The Battle for Pusan: A Memoir, by Addison Terry. Presidio Press. Print Length: 272 p. Amazon customer rating: 4 1/2 stars (2 reviews). Kindle edition: $5.59. Text-to-Speech: Disabled.
"The rapid-fire success of the North Korean Army’s (NKA) invasion of South Korea, launched on June 25, 1950, and supported by Russia’s vaunted T-34 tanks, stunned the world. By August 1, the entire South had fallen, save for the port city of Pusan. As the enemy prepared to deliver the coup de grâce, only one obstacle remained: Lt. Addison Terry’s unit, the famous Wolfhounds of the 27th Regimental Combat Team. Used as a 'fire brigade' to shore up imperiled American defenses, these intrepid soldiers were in the thick of it, stopping the NKA’s threat of a breakthrough at every turn. Against all odds, the Wolfhounds stood firm, racking up two Presidential Unit Citations within weeks. Terry’s account, written while recovering from injuries he suffered during the battle, captures the war in all its grit, sacrifice, and courage." - Amazon.

100 Missions North: A Fighter Pilot's Story of the Vietnam War, by Ken Bell. Potomac Books. Print Length: 384 p. Amazon customer rating: 5 stars (19 reviews). Kindle edition: $9.99. Text-to-Speech: Enabled.
"Bell, a retired Air Force brigadier general, offers an engrossing account of his missions against heavily defended targets in North Vietnam at the controls of an F-105 fighter-bomber. His powers of description are outstanding: air-combat buffs will thrill to his knuckle-whitening recall of the 1966-1967 action as he searches for ways to confuse the defenses (MiG fighters, surface-to-air missiles, anti-aircraft fire) and deliver bombs at night in bad weather. Bell also recounts his between-missions experiences, which include his abduction by a band of Thai thugs and various R&R adventures. His is the first air-combat memoir from the Vietnam War to describe the intense and unpredictable social life of Air Force pilots on a Southeast Asian base..." - Publishers Weekly.

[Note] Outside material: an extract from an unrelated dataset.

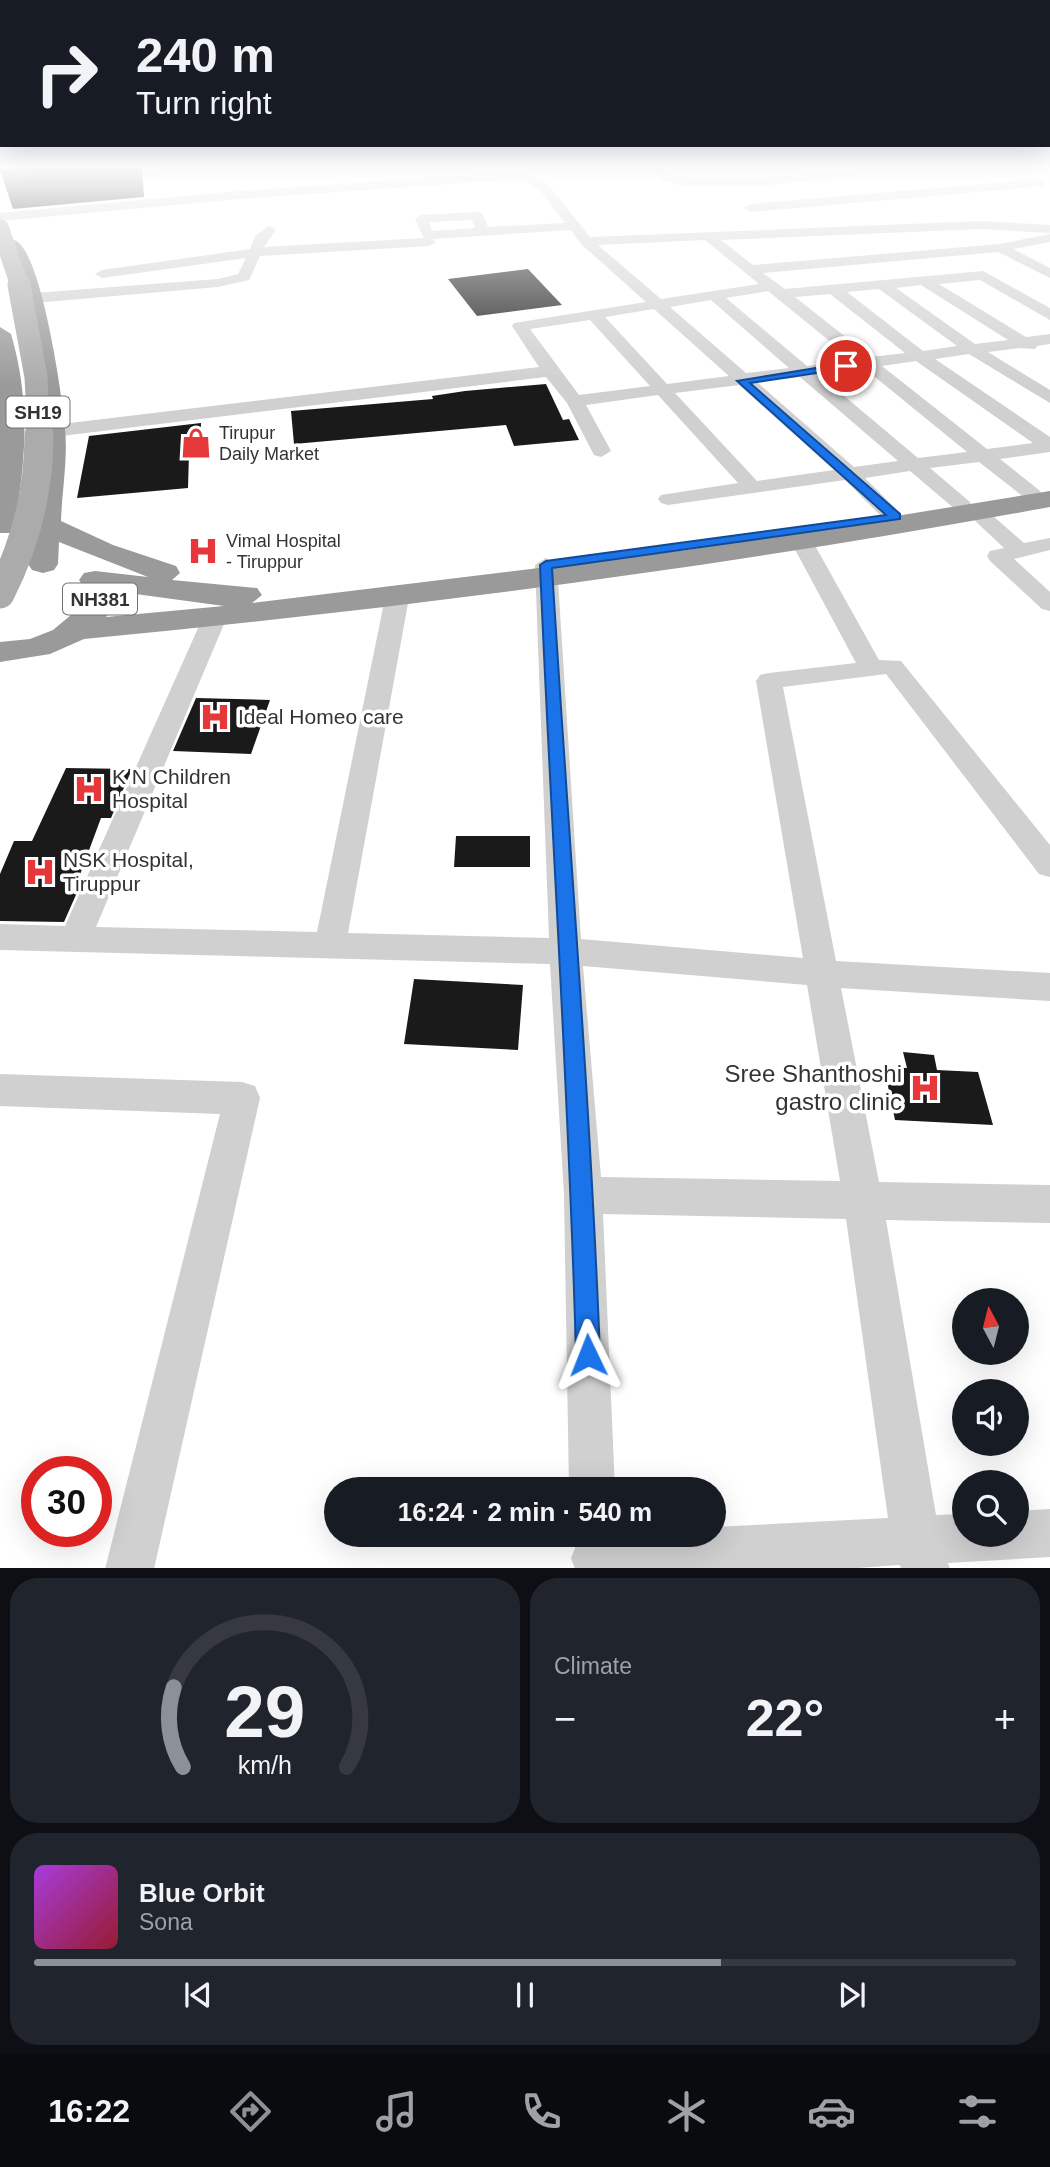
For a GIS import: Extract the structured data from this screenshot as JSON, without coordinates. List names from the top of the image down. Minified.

highway_war.jpgThe Highway War: A Marine Company Commander in Iraq, by Major Seth W. B. Folsom. Potomac Books. Print Length: 424 p. Amazon customer rating. 5 stars (22 reviews). Kindle edition: $9.99. Text-to-Speech: Enabled.
"...compelling Iraq War memoir of then-Capt. Seth Folsom, commanding officer of Delta Company, First Light Armored Reconnaissance Battalion, U.S. Marine Corps. Mounted in eight-wheeled LAVs (light armored vehicles), this unit of 130 Marines and sailors was one of the first into Iraq in March 2003. It fought on the front lines for the war’s entire offensive phase, from the Kuwaiti border through Baghdad to Tikrit. Folsom’s thoughtful account focuses on his maturation as a combat leader - and as a human being enduring the austere conditions of combat and coming to terms with loss of life on both sides. Moreover, The Highway War is the story of a junior officer’s relationships with his company’s young Marines, for whose lives he was responsible, and with his superior officers. Folsom covers numerous unusual military actions and conveys truthfully the pace, stress, excitement, mistakes, and confusion of modern ground warfare." - Amazon.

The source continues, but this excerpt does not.